Esta entrevista foi realizada em maio de 2025
O Brasil sofre com a falta de um pensamento sistêmico em relação às tecnologias digitais. “Estruturamos o conhecimento, a pesquisa e a regulação de maneira compartimentada. Estudamos como regular e produzir bancos de dados, software, hardware, ou tecnologia de equipamento de conectividade, mas não existe no Brasil um regulador que combine todas as dimensões do digital”, alerta Luca Belli, Diretor do Centro de Tecnologia e Sociedade da FGV e do CyberBRICS Project.
Ele explica que a fragmentação não permite enxergar a complexidade do sistema e acrescenta a necessidade de conectividade significativa para que a IA no país seja acessível a todos. “Os usuários brasileiros precisam ser conectados a toda Internet, e não ser conectado somente ao WhatsApp, Instagram e Facebook, como 78% da população brasileira”, afirma o acadêmico.
Belli, que recentemente deu a palestra “Soberania Digital em Tempos de Mudanças Geopolíticas: o Caso dos BRICS” no Instituto de Estudos Avançados da USP, é também organizador do livro “Digital Sovereignty in the BRICS Countries: How the Global South and Emerging Power Alliances are Reshaping Digital Governance”, publicado pela Cambridge University Press, em colaboração com a professora Min Jiang. Em contraste com o Brasil, ele aponta os exemplos de Índia e China, que adotaram abordagens sistêmicas para o desenvolvimento tecnológico.
Em sua perspectiva, os BRICS podem desempenhar papel de cooperação em direção ao avanço da soberania digital, ao menos em três formatos. Primeiro, em termos de políticas e regulação comum, com interoperabilidade legislativa. Segundo, iniciativas de pesquisa e desenvolvimento científico em projetos multilaterais. Terceiro, no uso e compartilhamento daquelas tecnologias em open source, em código aberto, que já existem.
“Não existe nesse momento outro grupo de governança global que tenha essa capacidade que o BRICS tem hoje. O G7 e o G20 estão totalmente paralisados neste momento pelos Estados Unidos. Não existe outro mecanismo de governança global de poucos países que podem dialogar entre eles e que depois tenham esferas de influência regional”, conclui o acadêmico.
A seguir, leia os principais trechos da entrevista ao Understanding Artificial Intelligence (UAI) do Instituto de Estudos Avançados (IEA), da USP.
Nilson Brandão: O que entendemos por soberania digital e por que ela é importante para o Brasil?
Luca Belli: Na verdade, não é importante somente para o Brasil, é importante para todos.
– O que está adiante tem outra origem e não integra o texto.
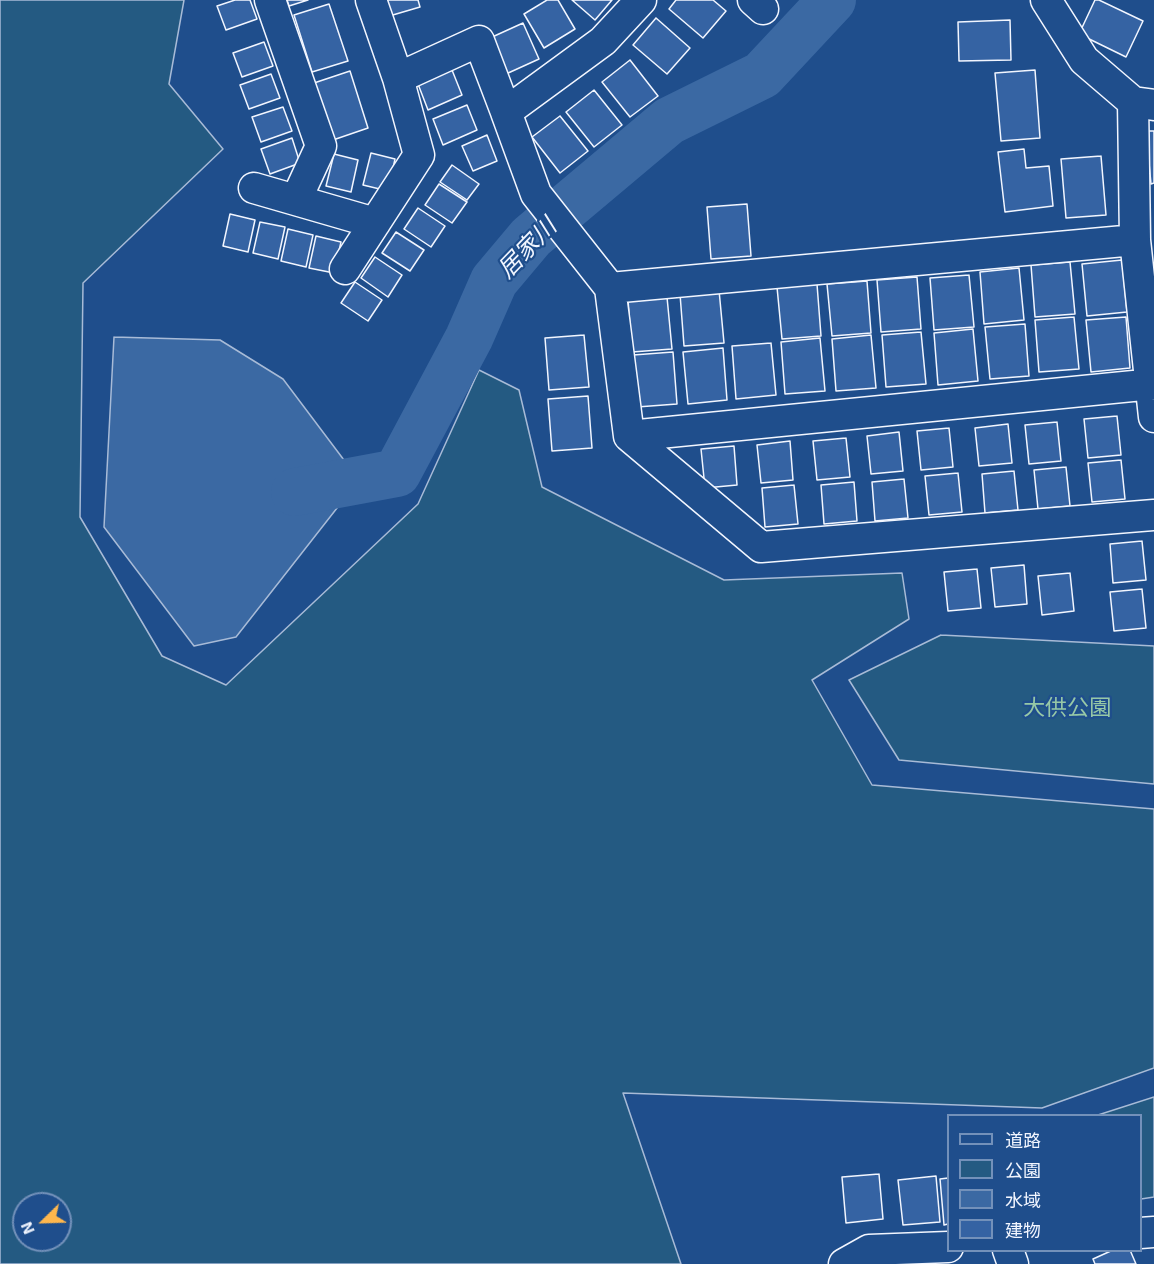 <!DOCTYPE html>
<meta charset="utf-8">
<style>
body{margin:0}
#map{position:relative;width:1154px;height:1264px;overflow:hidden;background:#1f4e8c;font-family:"Exo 2","Noto Sans JP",sans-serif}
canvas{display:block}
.legend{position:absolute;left:947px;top:1114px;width:195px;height:138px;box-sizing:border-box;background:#1f4e8c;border:2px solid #7391ba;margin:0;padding:8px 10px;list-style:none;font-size:18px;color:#f2f6ff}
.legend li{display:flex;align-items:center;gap:12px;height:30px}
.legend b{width:30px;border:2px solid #7391ba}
.north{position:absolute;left:12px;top:1192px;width:60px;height:60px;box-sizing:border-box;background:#1f4e8c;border:2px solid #7391ba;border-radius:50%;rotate:247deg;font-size:16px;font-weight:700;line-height:24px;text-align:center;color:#f2f6ff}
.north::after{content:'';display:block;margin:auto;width:21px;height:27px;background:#ffb74d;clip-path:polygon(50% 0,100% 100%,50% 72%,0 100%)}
</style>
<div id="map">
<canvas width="1154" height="1264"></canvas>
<ul class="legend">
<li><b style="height:8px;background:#1f4e8c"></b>道路</li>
<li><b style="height:16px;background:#245a82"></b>公園</li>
<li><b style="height:16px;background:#3b69a3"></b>水域</li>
<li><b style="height:16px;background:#3563a3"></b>建物</li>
</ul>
<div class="north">N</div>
</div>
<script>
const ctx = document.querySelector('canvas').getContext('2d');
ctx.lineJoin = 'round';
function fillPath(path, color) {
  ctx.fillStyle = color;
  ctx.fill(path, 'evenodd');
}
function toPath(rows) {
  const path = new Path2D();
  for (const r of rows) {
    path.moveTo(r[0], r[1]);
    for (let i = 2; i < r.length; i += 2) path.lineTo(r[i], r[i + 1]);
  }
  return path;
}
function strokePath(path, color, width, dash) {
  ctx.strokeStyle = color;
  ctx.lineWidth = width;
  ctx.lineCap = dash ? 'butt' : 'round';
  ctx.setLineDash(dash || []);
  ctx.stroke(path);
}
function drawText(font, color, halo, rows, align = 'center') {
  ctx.font = font + ' "Exo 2","Noto Sans JP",sans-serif';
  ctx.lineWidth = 4.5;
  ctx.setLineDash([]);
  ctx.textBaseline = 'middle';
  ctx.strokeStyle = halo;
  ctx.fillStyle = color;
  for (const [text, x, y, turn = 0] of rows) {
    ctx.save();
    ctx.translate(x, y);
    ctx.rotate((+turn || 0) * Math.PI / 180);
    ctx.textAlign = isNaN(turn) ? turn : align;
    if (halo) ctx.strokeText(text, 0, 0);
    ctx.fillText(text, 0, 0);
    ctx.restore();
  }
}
const green = toPath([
 [0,0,184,0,169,84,223,149,83,283,80,517,162,656,226,685,418,504,479,370,519,390,542,487,724,580,902,573,909,619,812,680,872,785,1154,809,1154,1068,1042,1108,623,1093,681,1264,0,1264,0,0],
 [24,1204,60,1204,60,1240,24,1240,24,1204],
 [941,635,1154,646,1154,784,899,760,849,680,941,635],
 [1154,1097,1154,1197,1141,1199,1140,1116,1098,1115,1154,1097]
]);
fillPath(green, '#245a82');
strokePath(green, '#a8bbd7', 1.5);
const water = toPath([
 [114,337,220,340,283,379,359,480,236,637,194,646,104,527,114,337]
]);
fillPath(water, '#3b69a3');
strokePath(water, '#a8bbd7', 1.5);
strokePath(toPath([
 [295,492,397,473,469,338,494,281,531,237,669,121,762,75,832,0]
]), '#3b69a3', 48);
const building = toPath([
 [235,0,250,0,257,19,226,30,217,6,235,0],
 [287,0,308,0,289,6,287,0],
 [381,0,418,0,420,7,386,17,381,0],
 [547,0,558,0,575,29,544,48,524,14,547,0],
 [572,0,612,0,595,20,572,0],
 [676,0,713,0,726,11,703,38,669,9,676,0],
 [1095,0,1099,0,1143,21,1126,57,1079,34,1095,0],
 [329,4,348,61,312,72,294,15,329,4],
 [656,18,690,48,667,74,633,45,656,18],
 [1010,20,1011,60,959,61,958,22,1010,20],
 [523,23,539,59,506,74,490,38,523,23],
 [264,42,273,66,242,77,233,53,264,42],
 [630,60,658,96,630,117,602,82,630,60],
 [452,70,462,95,428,110,418,84,452,70],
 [1035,70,1040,138,1001,141,995,73,1035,70],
 [350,71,368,128,333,140,314,83,350,71],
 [271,74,280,98,249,109,240,85,271,74],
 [594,90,622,125,594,147,566,112,594,90],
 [467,105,477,130,443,145,433,119,467,105],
 [283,107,292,131,261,142,252,117,283,107],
 [560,116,588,151,560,173,532,137,560,116],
 [1146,131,1154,131,1154,183,1151,184,1146,131],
 [487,135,497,161,473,171,462,146,487,135],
 [292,138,300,163,270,174,261,149,292,138],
 [1024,149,1026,168,1049,166,1053,206,1005,212,998,152,1024,149],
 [371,153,395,159,388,191,363,185,371,153],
 [334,154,358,160,351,192,326,186,334,154],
 [1101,156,1106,215,1066,218,1061,159,1101,156],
 [452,165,479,184,467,200,440,182,452,165],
 [439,184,467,202,452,223,425,205,439,184],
 [747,204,751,256,711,259,707,207,747,204],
 [418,208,445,226,431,247,404,229,418,208],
 [230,214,255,220,248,252,223,246,230,214],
 [260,222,285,227,278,259,253,253,260,222],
 [288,229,313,235,306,267,281,261,288,229],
 [396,232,424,250,410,271,382,253,396,232],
 [316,236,341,242,334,273,309,268,316,236],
 [375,257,402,275,388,297,361,278,375,257],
 [1122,260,1127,312,1087,316,1082,264,1122,260],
 [1070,262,1075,314,1035,317,1031,265,1070,262],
 [1019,268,1024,320,984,324,980,272,1019,268],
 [969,275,974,327,934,330,930,278,969,275],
 [917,277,921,329,881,332,877,280,917,277],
 [867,281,871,333,832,336,827,284,867,281],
 [355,282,382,300,368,321,341,303,355,282],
 [817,284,821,336,782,339,777,287,817,284],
 [719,290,724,343,684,346,680,294,719,290],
 [667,297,672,349,632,352,628,300,667,297],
 [1074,317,1079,369,1039,372,1035,320,1074,317],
 [1126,317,1130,368,1091,372,1086,320,1126,317],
 [1025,324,1029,376,990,379,985,327,1025,324],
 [973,329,978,381,938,385,934,333,973,329],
 [921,332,926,384,886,387,882,335,921,332],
 [584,335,589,387,549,390,545,338,584,335],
 [871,335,876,388,836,391,832,339,871,335],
 [820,338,825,391,785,394,781,342,820,338],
 [771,343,776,395,736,399,732,346,771,343],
 [723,348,727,400,688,404,683,352,723,348],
 [673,352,677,404,637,407,633,355,673,352],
 [588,396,592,448,552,451,548,399,588,396],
 [1117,416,1121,455,1088,458,1084,419,1117,416],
 [1057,422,1061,461,1029,464,1025,425,1057,422],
 [1008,424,1012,463,979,466,975,428,1008,424],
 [949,428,953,467,921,470,917,431,949,428],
 [899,432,903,471,871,474,867,436,899,432],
 [846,438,850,477,817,480,813,441,846,438],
 [790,441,793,480,761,483,757,445,790,441],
 [734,446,737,485,705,488,701,449,734,446],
 [1121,460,1125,499,1092,502,1088,463,1121,460],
 [1066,467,1070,506,1038,509,1034,470,1066,467],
 [1014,471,1018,510,985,513,982,474,1014,471],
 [958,473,962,512,929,515,925,476,958,473],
 [904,479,908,518,875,521,872,482,904,479],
 [854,482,857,521,824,524,821,485,854,482],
 [794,485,798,524,765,527,762,488,794,485],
 [1142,541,1146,580,1113,583,1110,544,1142,541],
 [1024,565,1027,604,995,607,991,568,1024,565],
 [977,569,981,608,948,611,944,572,977,569],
 [1070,573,1074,611,1042,615,1038,576,1070,573],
 [1142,589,1146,628,1114,631,1110,592,1142,589],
 [879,1174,883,1219,846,1223,842,1177,879,1174],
 [936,1176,940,1222,903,1225,898,1180,936,1176],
 [948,1178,948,1224,944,1225,940,1179,948,1178],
 [1113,1250,1130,1250,1136,1264,1095,1264,1093,1259,1113,1250]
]);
fillPath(building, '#3563a3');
strokePath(building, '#f2f6ff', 1.5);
const minor = toPath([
 [270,0,321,146,296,200],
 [371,0,398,78],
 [641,0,603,41,506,112,536,194,610,288,629,436,761,547,1154,515],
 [753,0,763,9],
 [1046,0,1084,60,1133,102,1154,105],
 [1133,102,1135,240,1154,417],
 [254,188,375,223],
 [345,269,419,155,398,78,479,41,506,112],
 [610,288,1135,240],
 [629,436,1154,384],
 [1140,1233,1154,1232],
 [1008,1250,1013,1264],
 [844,1264,869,1250,948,1247]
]);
strokePath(minor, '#f2f6ff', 33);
strokePath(minor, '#1f4e8c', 30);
drawText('22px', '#97c8a6', '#1f4e8c', [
 ["大供公園",1067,708]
]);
drawText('italic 24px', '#f2f6ff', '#1f4e8c', [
 ["居家川",527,248,-46]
]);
</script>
A reflexão sobre a soberania e a inteligência artificial vem de anos de estudos sobre a soberania digital. A primeira dificuldade é definir o que significa a soberania digital, porque não é um assunto universalmente definido. Baseado nas expressões desse conceito, sintetizamos como a capacidade de entender, desenvolver e regular a tecnologia, seja tecnologia digital ou sistemas de IA, para o pleno exercício dos próprios direitos e o controle sobre a tecnologia.”
Nilson Brandão: Quais são os principais desafios que o Brasil enfrenta na área de tecnologia digital?
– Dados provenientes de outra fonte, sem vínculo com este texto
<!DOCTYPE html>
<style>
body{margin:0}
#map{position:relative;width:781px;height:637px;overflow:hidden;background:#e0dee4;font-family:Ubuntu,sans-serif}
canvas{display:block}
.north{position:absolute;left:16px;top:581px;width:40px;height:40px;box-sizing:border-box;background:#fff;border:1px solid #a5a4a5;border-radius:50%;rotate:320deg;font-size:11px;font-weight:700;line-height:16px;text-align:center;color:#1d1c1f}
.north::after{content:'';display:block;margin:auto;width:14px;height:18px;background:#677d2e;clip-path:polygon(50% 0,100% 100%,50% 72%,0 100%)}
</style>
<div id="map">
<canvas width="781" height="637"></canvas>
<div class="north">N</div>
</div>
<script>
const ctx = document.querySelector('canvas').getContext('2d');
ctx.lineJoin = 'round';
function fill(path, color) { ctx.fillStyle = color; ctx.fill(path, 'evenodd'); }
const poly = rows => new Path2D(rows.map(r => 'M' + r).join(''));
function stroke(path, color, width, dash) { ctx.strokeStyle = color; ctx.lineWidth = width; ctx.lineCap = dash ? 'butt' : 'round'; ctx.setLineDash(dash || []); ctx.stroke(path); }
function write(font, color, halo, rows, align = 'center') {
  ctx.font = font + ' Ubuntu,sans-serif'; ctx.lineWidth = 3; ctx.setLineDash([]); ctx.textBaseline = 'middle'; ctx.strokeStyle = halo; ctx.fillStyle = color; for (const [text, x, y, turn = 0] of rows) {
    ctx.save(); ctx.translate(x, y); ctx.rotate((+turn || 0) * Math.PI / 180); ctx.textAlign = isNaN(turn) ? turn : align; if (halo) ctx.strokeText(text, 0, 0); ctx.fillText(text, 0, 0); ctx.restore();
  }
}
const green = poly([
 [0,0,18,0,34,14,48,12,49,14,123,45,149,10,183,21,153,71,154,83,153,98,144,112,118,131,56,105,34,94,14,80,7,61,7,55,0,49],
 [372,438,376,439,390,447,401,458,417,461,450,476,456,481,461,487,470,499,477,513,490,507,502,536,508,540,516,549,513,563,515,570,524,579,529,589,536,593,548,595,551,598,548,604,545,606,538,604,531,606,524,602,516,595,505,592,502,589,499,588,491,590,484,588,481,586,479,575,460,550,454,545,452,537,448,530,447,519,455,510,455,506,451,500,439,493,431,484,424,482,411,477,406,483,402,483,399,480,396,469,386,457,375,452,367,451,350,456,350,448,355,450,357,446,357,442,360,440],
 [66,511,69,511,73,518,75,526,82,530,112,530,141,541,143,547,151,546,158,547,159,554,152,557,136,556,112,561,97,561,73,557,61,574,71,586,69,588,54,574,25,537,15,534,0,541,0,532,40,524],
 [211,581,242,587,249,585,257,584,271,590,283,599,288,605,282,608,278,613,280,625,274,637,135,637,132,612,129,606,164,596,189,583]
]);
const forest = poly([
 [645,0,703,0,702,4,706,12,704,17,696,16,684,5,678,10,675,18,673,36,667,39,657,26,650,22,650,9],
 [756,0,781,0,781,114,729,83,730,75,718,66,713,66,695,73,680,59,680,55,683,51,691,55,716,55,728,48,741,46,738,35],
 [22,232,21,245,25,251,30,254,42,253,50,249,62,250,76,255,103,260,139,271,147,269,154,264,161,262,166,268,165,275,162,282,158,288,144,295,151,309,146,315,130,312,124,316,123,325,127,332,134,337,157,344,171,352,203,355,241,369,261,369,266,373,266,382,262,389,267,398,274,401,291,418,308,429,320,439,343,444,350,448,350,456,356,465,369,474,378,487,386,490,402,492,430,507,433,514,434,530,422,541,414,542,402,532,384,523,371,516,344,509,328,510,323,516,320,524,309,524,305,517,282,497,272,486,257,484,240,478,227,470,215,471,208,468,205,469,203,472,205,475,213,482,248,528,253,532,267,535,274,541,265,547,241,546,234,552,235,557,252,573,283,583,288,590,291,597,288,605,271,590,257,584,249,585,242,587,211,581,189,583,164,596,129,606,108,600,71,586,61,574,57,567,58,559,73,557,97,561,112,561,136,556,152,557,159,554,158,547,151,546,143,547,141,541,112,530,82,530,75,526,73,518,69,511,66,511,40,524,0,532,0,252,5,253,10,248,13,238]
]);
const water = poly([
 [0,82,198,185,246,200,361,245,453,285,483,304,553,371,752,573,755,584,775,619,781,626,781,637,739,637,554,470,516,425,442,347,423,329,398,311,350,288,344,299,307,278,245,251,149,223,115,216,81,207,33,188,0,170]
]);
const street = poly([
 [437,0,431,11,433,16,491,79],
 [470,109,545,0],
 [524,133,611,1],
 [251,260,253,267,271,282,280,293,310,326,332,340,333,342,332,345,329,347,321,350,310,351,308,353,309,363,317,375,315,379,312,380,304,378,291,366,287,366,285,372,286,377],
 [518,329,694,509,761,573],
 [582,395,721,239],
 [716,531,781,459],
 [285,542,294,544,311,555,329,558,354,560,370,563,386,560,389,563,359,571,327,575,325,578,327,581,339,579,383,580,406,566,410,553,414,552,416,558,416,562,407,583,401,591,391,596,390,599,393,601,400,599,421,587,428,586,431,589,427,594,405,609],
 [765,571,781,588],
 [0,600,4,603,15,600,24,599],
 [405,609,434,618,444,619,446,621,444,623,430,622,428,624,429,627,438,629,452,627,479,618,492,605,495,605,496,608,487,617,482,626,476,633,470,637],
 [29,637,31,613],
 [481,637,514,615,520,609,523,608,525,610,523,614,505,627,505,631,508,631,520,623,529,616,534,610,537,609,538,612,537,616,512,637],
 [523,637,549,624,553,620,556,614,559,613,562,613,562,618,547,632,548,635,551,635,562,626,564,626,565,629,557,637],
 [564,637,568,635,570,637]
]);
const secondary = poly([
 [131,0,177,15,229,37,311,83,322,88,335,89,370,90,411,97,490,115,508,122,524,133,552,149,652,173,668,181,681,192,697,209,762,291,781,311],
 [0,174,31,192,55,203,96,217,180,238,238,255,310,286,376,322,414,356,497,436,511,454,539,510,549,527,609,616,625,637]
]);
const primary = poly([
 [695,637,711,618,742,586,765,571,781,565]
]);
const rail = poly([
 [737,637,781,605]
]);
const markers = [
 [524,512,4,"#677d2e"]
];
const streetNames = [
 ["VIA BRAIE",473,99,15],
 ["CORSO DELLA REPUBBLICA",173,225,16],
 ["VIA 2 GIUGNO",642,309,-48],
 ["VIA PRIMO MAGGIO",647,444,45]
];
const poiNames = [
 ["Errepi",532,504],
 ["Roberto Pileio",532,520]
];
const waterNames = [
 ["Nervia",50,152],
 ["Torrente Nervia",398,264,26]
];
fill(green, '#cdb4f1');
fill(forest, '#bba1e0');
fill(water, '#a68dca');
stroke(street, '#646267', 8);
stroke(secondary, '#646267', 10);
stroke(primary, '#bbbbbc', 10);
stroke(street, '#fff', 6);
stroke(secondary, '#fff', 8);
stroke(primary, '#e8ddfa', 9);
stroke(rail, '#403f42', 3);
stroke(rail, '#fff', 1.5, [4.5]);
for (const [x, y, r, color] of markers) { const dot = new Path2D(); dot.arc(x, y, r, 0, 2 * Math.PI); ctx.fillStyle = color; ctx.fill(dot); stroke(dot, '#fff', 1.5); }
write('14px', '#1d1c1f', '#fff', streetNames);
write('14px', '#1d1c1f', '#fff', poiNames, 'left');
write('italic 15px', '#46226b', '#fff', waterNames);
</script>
Luca Belli: No Brasil é evidente uma falta de pensamento sistêmico. Ou seja, entender que tecnologias digitais e sistemas de IA são sistemas compostos de vários elementos: bases de dados, software, hardware, conectividade. O problema é que estruturamos o conhecimento, a pesquisa e a regulação de maneira compartimentada. Estudamos como regular e produzir bancos de dados, software, hardware, ou tecnologia de equipamento de conectividade, mas não existe no Brasil um regulador que combine todas as dimensões do digital. Essa compartimentalização não nos permite enxergar a complexidade do sistema.
Nilson Brandão: Como está a situação da conectividade no Brasil e qual seu impacto na soberania digital?Luca Belli: A chamada conectividade significativa é necessária para que a IA desenvolvida no Brasil seja acessível, ou seja, os usuários brasileiros precisam ser conectados à toda Internet, e não ser conectado somente ao WhatsApp, Instagram e Facebook, como 78% da população brasileira. O Cetic.br fez um relatório sobre conectividade significativa no Brasil passado. Para se afirmar que você está conectado à internet, segundo a União Internacional das Telecomunicações, você precisa ter acessado a internet uma vez no último mês, nada mais. Os resultados são bastante assustadores: 78% da população no Brasil não tem conectividade significativa. Somente as camadas mais ricas do país têm acesso à conectividade significativa.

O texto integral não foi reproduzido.